(6)

「き……貴様ッ‼ 何て真似をしてくれたッ⁉」

 大通りの向こう側の自称「冒険者ギルド最高幹部」の1人が、魔法の拡声器で、そう怒鳴り散らした。

「躾のなっていない老人も居たモノだな……」

 平然と答える「鋼の男」の周囲では……えっ? な……なに……あれ?

 魔力検知の能力が錆び付いてる私でも……はっきり視える……。

「何ッ?」

「俺は、神も運命も信じないが……今、生まれて初めて神や運命に感謝する。俺の親が、貴様のような礼儀知らずではなかった事にな。貴様のような奴に育てられていたら……どんな人間の屑になっていたのやら……想像するだけで背筋が凍り付きそうなほど恐しい」

「だ……だから……何を言ってるんだッ⁉」

「折角、助けに来てやったのに、その態度は何だ? お前は他人に礼を言うと死ぬ呪いにでもかかっているのか?」

「う……うるさい……お前の助けとやらのせい……ま……待て……そ……それは……何だ?」

「何かな?」

 これで……目の前で起きている事で……あの「鋼の男」の力の全てが説明出来る訳じゃない。

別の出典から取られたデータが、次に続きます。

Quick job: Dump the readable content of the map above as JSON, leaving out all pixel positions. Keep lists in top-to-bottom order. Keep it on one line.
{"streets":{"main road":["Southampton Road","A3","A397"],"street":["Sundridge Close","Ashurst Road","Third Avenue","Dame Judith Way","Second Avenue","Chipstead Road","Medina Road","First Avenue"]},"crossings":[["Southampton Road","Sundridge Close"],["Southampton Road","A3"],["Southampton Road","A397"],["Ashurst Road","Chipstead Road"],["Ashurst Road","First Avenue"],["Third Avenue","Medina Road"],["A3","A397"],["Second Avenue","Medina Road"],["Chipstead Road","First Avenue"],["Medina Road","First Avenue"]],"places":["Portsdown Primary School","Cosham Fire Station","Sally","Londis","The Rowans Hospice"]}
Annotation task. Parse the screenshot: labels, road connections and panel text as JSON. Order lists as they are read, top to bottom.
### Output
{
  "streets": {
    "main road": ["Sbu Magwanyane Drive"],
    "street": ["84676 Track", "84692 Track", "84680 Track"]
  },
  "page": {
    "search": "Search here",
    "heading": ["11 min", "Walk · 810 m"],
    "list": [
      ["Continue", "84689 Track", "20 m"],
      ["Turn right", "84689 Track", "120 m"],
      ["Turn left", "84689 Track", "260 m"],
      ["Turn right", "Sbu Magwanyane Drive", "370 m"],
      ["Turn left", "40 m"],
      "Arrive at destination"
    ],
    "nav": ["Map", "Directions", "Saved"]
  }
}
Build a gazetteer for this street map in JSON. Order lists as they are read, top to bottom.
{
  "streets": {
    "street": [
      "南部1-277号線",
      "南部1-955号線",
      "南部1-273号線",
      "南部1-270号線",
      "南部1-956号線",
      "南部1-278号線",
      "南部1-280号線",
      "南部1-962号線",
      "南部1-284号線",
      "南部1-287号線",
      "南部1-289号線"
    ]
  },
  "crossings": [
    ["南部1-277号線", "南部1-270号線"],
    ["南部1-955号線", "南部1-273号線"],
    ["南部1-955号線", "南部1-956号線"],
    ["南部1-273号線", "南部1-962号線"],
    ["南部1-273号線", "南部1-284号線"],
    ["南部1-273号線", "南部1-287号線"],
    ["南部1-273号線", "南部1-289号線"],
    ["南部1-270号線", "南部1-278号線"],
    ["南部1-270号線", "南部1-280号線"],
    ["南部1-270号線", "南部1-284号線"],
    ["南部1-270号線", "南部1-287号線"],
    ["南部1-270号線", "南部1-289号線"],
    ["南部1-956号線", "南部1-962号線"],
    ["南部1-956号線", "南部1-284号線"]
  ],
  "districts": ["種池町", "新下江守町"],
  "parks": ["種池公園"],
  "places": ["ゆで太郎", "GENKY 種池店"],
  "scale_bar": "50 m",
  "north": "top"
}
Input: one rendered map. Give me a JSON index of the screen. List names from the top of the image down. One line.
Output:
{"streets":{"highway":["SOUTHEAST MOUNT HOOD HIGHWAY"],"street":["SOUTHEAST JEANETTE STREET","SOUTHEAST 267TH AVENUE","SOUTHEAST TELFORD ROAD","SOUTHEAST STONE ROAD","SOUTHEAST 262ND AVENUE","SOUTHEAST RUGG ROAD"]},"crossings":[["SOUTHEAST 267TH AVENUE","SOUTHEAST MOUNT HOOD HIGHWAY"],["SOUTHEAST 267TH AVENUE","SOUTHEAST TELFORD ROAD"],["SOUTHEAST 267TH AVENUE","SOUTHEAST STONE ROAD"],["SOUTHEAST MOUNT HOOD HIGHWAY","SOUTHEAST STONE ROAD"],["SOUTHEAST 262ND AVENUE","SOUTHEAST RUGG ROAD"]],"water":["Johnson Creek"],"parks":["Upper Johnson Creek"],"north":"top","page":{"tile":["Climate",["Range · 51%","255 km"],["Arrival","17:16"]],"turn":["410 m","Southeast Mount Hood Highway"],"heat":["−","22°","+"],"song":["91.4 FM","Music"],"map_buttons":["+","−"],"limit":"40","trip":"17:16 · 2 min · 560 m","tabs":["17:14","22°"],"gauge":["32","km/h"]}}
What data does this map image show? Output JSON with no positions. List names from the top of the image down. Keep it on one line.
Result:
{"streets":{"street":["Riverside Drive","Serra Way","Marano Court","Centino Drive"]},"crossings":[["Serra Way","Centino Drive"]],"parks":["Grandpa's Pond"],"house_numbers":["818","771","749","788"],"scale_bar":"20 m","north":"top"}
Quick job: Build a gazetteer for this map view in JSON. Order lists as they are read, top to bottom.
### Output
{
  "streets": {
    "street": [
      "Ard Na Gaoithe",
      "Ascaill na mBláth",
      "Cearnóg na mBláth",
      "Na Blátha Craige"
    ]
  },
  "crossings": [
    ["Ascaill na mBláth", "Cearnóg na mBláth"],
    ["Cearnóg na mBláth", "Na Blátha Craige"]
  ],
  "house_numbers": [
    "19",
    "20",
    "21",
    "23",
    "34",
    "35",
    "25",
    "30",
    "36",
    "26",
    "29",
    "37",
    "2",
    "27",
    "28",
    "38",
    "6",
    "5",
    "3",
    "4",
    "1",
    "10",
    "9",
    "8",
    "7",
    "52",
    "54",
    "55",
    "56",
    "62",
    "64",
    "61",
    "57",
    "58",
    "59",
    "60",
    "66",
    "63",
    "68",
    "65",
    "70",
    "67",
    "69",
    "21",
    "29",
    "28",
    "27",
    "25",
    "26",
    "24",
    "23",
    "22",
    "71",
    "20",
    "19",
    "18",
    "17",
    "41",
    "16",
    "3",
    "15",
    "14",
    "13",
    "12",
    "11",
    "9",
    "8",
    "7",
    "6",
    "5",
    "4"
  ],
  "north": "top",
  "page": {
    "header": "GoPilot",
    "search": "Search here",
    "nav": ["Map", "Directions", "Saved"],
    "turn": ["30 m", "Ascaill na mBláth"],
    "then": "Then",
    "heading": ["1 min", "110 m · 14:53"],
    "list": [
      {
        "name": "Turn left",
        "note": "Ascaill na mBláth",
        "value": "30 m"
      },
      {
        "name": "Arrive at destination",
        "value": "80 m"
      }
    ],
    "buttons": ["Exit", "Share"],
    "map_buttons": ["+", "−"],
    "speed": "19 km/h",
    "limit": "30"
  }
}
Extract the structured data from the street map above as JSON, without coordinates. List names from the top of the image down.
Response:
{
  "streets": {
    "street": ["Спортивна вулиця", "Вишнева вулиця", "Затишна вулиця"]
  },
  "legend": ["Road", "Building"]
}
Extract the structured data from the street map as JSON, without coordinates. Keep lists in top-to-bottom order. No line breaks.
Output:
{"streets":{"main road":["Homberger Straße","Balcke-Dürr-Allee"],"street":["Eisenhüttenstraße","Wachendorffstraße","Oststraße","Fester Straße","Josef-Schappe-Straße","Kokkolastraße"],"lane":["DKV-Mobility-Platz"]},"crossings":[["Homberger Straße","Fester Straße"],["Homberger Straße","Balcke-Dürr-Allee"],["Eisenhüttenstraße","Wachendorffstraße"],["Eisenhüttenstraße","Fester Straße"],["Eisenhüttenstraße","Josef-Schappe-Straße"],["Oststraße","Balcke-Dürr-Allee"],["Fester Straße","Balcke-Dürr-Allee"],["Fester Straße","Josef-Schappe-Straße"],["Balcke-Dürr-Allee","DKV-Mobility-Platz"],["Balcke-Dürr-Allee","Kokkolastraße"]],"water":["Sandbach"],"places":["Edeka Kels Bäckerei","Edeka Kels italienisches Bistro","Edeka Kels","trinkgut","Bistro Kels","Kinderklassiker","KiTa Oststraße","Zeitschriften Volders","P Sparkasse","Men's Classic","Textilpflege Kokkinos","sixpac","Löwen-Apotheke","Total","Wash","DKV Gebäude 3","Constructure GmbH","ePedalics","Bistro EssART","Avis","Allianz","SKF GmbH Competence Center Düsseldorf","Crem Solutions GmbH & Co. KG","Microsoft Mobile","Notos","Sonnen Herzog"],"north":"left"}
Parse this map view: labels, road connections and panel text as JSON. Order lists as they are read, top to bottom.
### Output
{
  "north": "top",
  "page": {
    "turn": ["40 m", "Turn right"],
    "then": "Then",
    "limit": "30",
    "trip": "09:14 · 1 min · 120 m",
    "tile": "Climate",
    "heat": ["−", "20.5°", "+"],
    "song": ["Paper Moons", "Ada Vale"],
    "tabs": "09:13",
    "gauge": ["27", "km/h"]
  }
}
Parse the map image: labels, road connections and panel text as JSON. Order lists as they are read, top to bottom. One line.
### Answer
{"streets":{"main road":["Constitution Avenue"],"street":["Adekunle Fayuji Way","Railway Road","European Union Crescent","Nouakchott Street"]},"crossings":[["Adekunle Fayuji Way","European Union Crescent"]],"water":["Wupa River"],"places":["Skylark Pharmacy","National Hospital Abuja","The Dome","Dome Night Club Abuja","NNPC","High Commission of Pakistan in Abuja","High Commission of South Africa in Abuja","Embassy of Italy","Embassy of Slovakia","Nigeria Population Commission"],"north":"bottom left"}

 でも……こ……こんなマジック・アイテムなんて……聞いた事も無い。

 マジック・アイテムと言うより、魔界その他のマズい世界に住んでるヤバい魔物だ……。

 ついさっき、虐殺された騎士達の体から「何か」が出ている。

 その「何か」は……もがき苦しみながら……「鋼の男」の鎧に吸収されていき……。

 冗談じゃない……。

 あの鎧の魔力ちからの源は……殺した相手の魂そのものだ。

 あれは……死者の霊を喰らう「鎧」だ……。